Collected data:
:::

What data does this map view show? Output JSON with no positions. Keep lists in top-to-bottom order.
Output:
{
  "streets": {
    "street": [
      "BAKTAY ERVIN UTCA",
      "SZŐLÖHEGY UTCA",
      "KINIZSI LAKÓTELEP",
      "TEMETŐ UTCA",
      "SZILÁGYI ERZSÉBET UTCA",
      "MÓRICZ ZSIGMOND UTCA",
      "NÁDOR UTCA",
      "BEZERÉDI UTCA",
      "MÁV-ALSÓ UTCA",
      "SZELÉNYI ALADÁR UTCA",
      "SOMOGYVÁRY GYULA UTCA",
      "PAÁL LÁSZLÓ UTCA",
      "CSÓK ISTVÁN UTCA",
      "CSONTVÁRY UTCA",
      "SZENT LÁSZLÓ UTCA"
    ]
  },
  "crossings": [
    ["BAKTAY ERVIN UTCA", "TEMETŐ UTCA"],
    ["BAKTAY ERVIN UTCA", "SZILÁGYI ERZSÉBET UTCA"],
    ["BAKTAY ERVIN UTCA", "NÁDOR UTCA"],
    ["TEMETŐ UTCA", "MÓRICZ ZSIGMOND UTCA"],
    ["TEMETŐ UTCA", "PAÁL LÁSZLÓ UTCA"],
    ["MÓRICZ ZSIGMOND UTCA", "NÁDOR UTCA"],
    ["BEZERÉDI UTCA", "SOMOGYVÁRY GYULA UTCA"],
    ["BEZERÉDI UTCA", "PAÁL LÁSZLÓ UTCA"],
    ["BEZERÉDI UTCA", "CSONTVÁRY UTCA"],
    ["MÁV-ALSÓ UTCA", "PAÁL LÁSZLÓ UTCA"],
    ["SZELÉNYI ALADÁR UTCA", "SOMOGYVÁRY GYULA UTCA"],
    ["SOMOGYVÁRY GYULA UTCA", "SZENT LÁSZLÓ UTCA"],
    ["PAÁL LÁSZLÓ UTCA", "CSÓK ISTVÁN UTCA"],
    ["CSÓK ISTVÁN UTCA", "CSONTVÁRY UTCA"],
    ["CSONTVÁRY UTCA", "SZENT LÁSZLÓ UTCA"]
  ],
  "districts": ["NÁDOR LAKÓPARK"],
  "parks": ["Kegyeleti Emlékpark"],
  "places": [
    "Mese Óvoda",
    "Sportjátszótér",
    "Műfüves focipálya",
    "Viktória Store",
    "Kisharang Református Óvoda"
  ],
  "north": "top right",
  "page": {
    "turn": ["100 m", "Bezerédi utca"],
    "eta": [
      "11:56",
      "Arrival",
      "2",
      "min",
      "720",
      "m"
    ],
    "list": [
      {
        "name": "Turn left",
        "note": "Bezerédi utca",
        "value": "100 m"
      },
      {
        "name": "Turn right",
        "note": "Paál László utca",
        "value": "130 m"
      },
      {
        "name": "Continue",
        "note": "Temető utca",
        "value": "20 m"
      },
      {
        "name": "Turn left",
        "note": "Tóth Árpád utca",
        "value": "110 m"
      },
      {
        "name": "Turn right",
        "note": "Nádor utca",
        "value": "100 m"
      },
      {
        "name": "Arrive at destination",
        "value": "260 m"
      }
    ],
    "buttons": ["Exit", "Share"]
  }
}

:::

WORK ORDER: Reproduce the data. Keep it exact.

THE ANSWER:
What data does this map view show? Output JSON with no positions. Keep lists in top-to-bottom order.
Output:
{
  "streets": {
    "street": [
      "BAKTAY ERVIN UTCA",
      "SZŐLÖHEGY UTCA",
      "KINIZSI LAKÓTELEP",
      "TEMETŐ UTCA",
      "SZILÁGYI ERZSÉBET UTCA",
      "MÓRICZ ZSIGMOND UTCA",
      "NÁDOR UTCA",
      "BEZERÉDI UTCA",
      "MÁV-ALSÓ UTCA",
      "SZELÉNYI ALADÁR UTCA",
      "SOMOGYVÁRY GYULA UTCA",
      "PAÁL LÁSZLÓ UTCA",
      "CSÓK ISTVÁN UTCA",
      "CSONTVÁRY UTCA",
      "SZENT LÁSZLÓ UTCA"
    ]
  },
  "crossings": [
    ["BAKTAY ERVIN UTCA", "TEMETŐ UTCA"],
    ["BAKTAY ERVIN UTCA", "SZILÁGYI ERZSÉBET UTCA"],
    ["BAKTAY ERVIN UTCA", "NÁDOR UTCA"],
    ["TEMETŐ UTCA", "MÓRICZ ZSIGMOND UTCA"],
    ["TEMETŐ UTCA", "PAÁL LÁSZLÓ UTCA"],
    ["MÓRICZ ZSIGMOND UTCA", "NÁDOR UTCA"],
    ["BEZERÉDI UTCA", "SOMOGYVÁRY GYULA UTCA"],
    ["BEZERÉDI UTCA", "PAÁL LÁSZLÓ UTCA"],
    ["BEZERÉDI UTCA", "CSONTVÁRY UTCA"],
    ["MÁV-ALSÓ UTCA", "PAÁL LÁSZLÓ UTCA"],
    ["SZELÉNYI ALADÁR UTCA", "SOMOGYVÁRY GYULA UTCA"],
    ["SOMOGYVÁRY GYULA UTCA", "SZENT LÁSZLÓ UTCA"],
    ["PAÁL LÁSZLÓ UTCA", "CSÓK ISTVÁN UTCA"],
    ["CSÓK ISTVÁN UTCA", "CSONTVÁRY UTCA"],
    ["CSONTVÁRY UTCA", "SZENT LÁSZLÓ UTCA"]
  ],
  "districts": ["NÁDOR LAKÓPARK"],
  "parks": ["Kegyeleti Emlékpark"],
  "places": [
    "Mese Óvoda",
    "Sportjátszótér",
    "Műfüves focipálya",
    "Viktória Store",
    "Kisharang Református Óvoda"
  ],
  "north": "top right",
  "page": {
    "turn": ["100 m", "Bezerédi utca"],
    "eta": [
      "11:56",
      "Arrival",
      "2",
      "min",
      "720",
      "m"
    ],
    "list": [
      {
        "name": "Turn left",
        "note": "Bezerédi utca",
        "value": "100 m"
      },
      {
        "name": "Turn right",
        "note": "Paál László utca",
        "value": "130 m"
      },
      {
        "name": "Continue",
        "note": "Temető utca",
        "value": "20 m"
      },
      {
        "name": "Turn left",
        "note": "Tóth Árpád utca",
        "value": "110 m"
      },
      {
        "name": "Turn right",
        "note": "Nádor utca",
        "value": "100 m"
      },
      {
        "name": "Arrive at destination",
        "value": "260 m"
      }
    ],
    "buttons": ["Exit", "Share"]
  }
}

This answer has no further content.